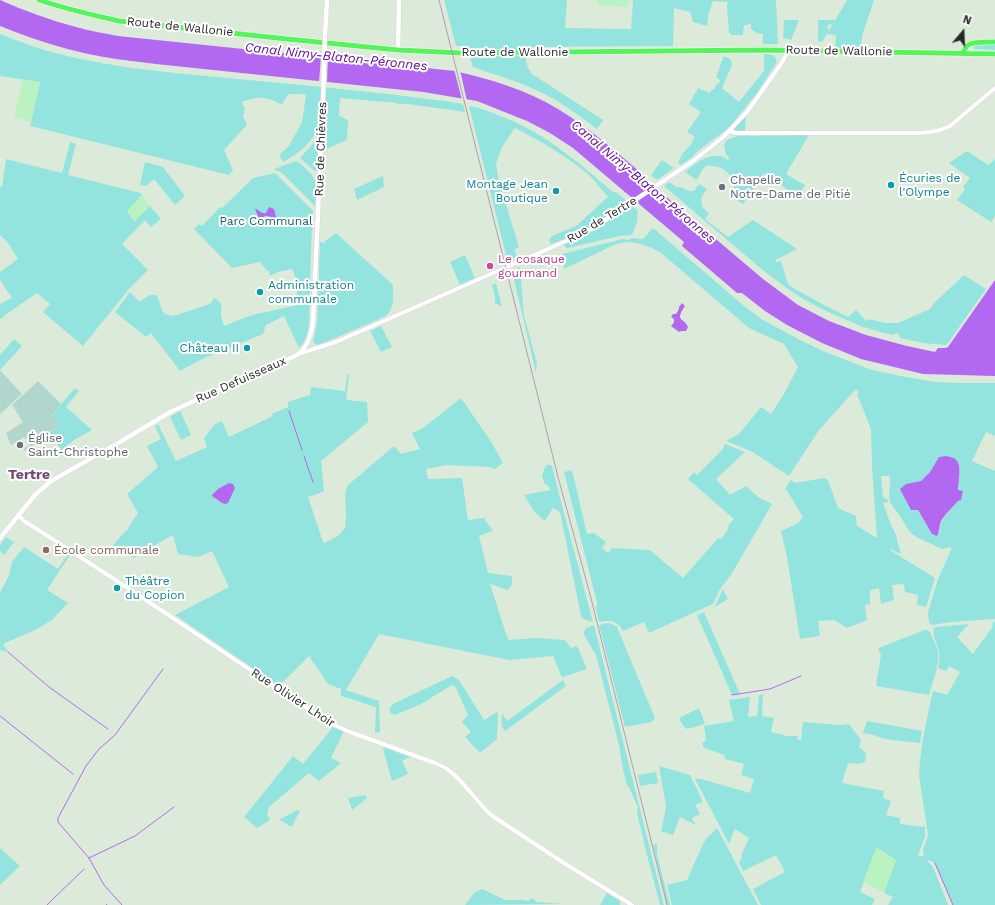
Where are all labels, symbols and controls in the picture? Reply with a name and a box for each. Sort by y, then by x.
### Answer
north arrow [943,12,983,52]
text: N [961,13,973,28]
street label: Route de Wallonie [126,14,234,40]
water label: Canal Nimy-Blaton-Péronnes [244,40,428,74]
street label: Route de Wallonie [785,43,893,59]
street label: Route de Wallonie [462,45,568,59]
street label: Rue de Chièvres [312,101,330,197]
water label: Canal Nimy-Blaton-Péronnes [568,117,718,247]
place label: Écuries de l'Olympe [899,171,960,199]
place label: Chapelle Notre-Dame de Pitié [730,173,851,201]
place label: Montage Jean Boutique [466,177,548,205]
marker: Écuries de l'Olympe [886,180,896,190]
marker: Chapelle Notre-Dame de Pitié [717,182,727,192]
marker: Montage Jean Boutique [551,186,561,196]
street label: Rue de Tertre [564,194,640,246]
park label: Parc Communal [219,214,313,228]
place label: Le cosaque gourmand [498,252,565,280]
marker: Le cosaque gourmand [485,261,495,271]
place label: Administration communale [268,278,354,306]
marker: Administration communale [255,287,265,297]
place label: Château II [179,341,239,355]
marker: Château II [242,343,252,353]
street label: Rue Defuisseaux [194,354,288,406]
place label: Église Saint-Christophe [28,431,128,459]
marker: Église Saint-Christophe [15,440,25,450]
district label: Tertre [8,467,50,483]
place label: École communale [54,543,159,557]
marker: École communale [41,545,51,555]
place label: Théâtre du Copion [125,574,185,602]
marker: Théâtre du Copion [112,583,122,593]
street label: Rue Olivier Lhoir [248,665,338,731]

Exercise directions: Give every line of the records above again, exactly, and omit the pictures.

Reply to the task:
Where are all labels, symbols and controls in the picture? Reply with a name and a box for each. Sort by y, then by x.
### Answer
north arrow [943,12,983,52]
text: N [961,13,973,28]
street label: Route de Wallonie [126,14,234,40]
water label: Canal Nimy-Blaton-Péronnes [244,40,428,74]
street label: Route de Wallonie [785,43,893,59]
street label: Route de Wallonie [462,45,568,59]
street label: Rue de Chièvres [312,101,330,197]
water label: Canal Nimy-Blaton-Péronnes [568,117,718,247]
place label: Écuries de l'Olympe [899,171,960,199]
place label: Chapelle Notre-Dame de Pitié [730,173,851,201]
place label: Montage Jean Boutique [466,177,548,205]
marker: Écuries de l'Olympe [886,180,896,190]
marker: Chapelle Notre-Dame de Pitié [717,182,727,192]
marker: Montage Jean Boutique [551,186,561,196]
street label: Rue de Tertre [564,194,640,246]
park label: Parc Communal [219,214,313,228]
place label: Le cosaque gourmand [498,252,565,280]
marker: Le cosaque gourmand [485,261,495,271]
place label: Administration communale [268,278,354,306]
marker: Administration communale [255,287,265,297]
place label: Château II [179,341,239,355]
marker: Château II [242,343,252,353]
street label: Rue Defuisseaux [194,354,288,406]
place label: Église Saint-Christophe [28,431,128,459]
marker: Église Saint-Christophe [15,440,25,450]
district label: Tertre [8,467,50,483]
place label: École communale [54,543,159,557]
marker: École communale [41,545,51,555]
place label: Théâtre du Copion [125,574,185,602]
marker: Théâtre du Copion [112,583,122,593]
street label: Rue Olivier Lhoir [248,665,338,731]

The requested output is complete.